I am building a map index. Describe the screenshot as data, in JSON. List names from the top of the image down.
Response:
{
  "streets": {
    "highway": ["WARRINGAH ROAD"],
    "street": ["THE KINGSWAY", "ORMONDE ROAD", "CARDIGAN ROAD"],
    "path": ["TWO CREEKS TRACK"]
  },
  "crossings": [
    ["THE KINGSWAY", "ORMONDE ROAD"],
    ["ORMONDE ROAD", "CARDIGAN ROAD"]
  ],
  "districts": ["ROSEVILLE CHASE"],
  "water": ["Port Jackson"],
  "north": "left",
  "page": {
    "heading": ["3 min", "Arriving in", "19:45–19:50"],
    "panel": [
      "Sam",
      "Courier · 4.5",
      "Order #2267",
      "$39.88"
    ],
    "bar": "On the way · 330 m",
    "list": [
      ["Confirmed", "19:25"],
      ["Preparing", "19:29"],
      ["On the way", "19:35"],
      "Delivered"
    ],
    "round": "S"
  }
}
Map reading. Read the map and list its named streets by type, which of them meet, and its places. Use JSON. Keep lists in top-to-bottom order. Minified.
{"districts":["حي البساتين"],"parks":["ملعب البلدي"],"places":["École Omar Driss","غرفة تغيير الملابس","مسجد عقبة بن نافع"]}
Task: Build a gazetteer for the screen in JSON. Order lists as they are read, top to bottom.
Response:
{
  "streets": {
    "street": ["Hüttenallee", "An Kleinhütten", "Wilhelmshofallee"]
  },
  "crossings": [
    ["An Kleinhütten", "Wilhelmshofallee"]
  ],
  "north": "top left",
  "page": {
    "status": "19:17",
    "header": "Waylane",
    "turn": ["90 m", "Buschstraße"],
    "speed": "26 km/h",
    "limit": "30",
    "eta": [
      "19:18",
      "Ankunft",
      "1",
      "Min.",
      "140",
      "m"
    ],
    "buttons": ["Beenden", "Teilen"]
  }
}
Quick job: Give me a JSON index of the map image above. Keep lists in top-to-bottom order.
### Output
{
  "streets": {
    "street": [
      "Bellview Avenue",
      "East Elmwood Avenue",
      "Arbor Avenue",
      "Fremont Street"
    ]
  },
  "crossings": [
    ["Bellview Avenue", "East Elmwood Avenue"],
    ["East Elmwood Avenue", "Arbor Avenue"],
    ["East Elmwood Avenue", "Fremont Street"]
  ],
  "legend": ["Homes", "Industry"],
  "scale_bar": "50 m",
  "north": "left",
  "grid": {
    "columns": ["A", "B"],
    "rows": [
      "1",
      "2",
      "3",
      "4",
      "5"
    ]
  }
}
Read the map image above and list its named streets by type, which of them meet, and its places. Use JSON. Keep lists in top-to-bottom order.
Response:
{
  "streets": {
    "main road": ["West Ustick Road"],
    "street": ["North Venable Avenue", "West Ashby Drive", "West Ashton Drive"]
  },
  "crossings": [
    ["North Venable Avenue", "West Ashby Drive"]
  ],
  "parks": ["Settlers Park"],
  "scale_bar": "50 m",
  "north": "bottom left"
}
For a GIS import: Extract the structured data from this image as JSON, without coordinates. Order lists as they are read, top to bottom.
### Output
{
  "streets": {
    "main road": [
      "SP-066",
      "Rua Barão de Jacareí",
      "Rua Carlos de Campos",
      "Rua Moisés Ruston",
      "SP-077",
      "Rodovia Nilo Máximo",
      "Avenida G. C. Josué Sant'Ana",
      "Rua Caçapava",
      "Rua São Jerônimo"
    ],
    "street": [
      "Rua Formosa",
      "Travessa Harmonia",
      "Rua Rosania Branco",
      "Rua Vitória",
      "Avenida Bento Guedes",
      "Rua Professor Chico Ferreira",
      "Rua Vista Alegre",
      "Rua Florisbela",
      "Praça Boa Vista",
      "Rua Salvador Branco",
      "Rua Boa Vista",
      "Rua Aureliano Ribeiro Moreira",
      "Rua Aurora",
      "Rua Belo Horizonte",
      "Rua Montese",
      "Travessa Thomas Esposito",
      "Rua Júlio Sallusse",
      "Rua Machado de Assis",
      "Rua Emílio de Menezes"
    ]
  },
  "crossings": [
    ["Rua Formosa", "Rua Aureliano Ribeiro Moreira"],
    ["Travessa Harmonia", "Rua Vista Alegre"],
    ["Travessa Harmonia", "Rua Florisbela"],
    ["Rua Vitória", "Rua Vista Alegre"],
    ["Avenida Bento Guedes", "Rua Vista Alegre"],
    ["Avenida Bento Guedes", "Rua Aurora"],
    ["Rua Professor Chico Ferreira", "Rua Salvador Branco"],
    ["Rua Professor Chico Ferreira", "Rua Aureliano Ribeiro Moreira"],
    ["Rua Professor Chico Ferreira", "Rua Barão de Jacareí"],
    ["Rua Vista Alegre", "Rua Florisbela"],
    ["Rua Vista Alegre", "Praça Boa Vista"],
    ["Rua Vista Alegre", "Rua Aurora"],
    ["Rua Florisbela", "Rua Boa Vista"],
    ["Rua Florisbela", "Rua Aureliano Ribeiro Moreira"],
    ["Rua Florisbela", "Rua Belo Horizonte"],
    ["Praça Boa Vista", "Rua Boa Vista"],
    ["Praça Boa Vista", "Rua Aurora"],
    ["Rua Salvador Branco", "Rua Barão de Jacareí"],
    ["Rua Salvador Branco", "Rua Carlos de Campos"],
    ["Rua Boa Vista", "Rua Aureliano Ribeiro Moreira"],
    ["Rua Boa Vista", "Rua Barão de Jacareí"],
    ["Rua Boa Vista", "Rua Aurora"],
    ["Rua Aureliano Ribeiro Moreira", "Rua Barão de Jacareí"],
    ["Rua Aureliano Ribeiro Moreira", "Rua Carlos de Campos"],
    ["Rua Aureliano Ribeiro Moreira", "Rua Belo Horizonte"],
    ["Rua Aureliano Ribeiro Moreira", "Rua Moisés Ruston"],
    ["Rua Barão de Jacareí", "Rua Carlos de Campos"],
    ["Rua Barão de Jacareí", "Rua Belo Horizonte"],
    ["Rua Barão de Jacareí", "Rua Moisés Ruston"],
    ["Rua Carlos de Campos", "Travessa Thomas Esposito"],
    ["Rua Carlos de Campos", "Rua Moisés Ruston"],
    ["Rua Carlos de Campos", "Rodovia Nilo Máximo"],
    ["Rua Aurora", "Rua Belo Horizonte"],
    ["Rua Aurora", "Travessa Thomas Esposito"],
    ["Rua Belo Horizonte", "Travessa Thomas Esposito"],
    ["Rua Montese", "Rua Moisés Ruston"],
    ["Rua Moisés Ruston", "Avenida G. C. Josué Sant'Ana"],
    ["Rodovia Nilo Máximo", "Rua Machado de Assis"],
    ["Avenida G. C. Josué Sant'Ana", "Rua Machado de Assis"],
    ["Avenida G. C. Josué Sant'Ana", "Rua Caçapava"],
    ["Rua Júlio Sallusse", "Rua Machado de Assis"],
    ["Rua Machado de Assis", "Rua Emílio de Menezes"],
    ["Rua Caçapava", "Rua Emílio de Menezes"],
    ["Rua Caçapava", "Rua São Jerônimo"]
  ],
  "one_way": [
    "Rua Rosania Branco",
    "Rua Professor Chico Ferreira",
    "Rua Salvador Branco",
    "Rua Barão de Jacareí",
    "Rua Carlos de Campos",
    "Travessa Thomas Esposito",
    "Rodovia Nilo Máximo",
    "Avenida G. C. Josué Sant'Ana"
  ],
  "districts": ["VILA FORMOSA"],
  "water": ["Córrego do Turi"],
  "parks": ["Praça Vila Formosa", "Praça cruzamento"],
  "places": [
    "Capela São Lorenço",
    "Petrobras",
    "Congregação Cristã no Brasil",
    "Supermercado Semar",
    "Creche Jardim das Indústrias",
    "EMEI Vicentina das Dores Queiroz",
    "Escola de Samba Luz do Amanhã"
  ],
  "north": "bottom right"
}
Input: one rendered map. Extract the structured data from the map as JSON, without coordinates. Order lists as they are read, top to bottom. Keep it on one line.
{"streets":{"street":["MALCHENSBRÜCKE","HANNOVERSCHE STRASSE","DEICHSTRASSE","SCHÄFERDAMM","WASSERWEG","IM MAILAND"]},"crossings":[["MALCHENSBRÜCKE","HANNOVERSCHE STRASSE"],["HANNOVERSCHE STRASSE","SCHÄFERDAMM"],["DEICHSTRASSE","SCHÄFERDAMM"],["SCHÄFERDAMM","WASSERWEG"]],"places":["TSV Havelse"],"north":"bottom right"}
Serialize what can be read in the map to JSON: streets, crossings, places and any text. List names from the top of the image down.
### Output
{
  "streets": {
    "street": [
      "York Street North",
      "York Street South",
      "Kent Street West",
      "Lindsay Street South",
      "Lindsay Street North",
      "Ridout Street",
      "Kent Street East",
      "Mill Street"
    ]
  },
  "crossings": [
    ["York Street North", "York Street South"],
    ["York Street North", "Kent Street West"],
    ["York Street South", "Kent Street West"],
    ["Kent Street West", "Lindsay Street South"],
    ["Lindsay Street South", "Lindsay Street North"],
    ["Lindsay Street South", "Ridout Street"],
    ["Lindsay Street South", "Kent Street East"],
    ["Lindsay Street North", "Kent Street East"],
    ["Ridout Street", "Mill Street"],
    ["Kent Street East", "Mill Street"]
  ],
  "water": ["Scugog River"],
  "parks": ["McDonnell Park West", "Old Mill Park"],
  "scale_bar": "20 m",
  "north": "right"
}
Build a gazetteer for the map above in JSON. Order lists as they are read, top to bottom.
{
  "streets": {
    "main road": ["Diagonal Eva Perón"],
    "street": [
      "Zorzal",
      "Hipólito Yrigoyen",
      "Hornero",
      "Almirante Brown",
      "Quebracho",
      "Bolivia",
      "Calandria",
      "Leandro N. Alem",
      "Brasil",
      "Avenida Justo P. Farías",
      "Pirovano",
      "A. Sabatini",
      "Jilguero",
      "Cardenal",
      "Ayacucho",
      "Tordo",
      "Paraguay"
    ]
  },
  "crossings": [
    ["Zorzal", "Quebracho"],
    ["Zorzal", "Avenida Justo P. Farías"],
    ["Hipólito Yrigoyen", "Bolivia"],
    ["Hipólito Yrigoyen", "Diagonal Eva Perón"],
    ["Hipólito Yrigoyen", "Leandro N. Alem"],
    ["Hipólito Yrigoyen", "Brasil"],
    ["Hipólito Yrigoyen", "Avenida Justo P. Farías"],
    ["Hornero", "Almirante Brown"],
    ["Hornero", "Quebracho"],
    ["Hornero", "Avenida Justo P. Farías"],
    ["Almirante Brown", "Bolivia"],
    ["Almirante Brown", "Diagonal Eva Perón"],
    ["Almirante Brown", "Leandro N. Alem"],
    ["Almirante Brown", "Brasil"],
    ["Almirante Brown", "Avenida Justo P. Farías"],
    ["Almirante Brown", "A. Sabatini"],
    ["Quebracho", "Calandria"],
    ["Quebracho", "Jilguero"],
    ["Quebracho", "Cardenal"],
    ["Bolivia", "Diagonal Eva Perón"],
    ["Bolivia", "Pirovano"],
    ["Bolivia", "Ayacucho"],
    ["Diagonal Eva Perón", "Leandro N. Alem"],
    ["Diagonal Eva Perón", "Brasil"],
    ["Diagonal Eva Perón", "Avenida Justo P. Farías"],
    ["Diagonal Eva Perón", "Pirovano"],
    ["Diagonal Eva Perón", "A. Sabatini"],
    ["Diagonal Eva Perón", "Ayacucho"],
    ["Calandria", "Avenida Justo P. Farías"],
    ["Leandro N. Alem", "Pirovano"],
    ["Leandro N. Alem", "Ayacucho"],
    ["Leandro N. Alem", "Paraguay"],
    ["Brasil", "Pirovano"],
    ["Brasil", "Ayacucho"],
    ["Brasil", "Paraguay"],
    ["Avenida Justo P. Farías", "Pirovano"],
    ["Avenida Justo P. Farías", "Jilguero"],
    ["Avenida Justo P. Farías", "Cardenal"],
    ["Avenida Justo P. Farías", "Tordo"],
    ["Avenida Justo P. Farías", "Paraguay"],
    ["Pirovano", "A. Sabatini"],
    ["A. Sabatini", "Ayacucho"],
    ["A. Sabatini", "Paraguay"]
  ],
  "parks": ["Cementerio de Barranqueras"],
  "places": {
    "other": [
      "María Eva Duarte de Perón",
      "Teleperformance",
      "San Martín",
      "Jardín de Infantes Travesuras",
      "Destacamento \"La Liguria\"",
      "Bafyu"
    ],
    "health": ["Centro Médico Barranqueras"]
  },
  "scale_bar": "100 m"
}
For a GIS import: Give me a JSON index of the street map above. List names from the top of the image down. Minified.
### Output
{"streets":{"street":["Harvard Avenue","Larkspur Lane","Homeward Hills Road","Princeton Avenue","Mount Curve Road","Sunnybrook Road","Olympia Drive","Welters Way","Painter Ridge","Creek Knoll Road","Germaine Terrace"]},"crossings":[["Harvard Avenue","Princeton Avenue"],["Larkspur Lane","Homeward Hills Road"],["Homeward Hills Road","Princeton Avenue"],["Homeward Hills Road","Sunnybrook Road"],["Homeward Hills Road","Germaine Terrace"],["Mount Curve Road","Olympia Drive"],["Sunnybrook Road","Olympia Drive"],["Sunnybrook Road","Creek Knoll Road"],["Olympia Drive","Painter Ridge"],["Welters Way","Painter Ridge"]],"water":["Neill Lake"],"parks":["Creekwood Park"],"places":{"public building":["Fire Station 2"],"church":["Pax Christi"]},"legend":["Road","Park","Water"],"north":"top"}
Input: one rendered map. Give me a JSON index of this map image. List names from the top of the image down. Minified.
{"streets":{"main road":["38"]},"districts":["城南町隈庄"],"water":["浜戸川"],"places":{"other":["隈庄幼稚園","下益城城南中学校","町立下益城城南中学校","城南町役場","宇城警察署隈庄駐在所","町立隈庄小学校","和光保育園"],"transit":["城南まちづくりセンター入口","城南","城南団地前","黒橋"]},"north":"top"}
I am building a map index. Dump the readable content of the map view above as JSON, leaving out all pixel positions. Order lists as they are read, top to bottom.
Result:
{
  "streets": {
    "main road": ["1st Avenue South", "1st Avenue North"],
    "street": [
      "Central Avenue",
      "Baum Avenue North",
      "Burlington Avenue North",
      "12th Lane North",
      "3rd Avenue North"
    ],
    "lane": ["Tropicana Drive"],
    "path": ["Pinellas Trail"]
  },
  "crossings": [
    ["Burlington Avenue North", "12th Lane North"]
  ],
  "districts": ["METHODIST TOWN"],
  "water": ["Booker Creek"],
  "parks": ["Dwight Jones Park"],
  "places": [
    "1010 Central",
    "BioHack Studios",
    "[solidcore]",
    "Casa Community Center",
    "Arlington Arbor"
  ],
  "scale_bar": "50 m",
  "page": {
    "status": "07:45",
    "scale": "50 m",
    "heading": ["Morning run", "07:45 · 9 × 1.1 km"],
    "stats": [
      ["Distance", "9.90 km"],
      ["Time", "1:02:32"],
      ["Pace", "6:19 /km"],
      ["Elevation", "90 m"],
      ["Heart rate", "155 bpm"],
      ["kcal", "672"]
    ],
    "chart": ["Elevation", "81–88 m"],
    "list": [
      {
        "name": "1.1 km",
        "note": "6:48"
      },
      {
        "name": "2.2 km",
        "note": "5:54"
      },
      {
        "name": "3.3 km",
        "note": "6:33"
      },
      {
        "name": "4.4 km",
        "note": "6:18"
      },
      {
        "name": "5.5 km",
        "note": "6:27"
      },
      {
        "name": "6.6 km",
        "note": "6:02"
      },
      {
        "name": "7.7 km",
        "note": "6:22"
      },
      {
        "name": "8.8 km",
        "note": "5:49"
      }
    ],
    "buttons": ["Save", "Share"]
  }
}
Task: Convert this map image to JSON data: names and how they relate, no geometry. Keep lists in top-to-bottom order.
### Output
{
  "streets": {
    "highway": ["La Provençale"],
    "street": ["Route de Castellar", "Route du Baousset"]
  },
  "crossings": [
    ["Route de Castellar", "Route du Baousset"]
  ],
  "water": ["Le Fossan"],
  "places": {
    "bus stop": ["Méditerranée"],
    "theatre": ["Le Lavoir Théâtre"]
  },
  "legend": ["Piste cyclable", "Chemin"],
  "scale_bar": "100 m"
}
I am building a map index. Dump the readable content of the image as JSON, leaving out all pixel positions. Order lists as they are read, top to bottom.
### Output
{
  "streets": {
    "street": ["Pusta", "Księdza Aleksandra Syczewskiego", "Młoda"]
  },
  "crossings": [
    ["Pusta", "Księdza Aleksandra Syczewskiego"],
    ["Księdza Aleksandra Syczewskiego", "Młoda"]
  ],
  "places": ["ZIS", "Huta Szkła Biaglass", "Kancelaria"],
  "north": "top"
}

☆ ☆ ☆ ☆ ☆

In the lines above, spot each one that contains the word "type" and copy it.

RESPONSE AREA -
Map reading. Read the map and list its named streets by type, which of them meet, and its places. Use JSON. Keep lists in top-to-bottom order. Minified.
Read the map image above and list its named streets by type, which of them meet, and its places. Use JSON. Keep lists in top-to-bottom order.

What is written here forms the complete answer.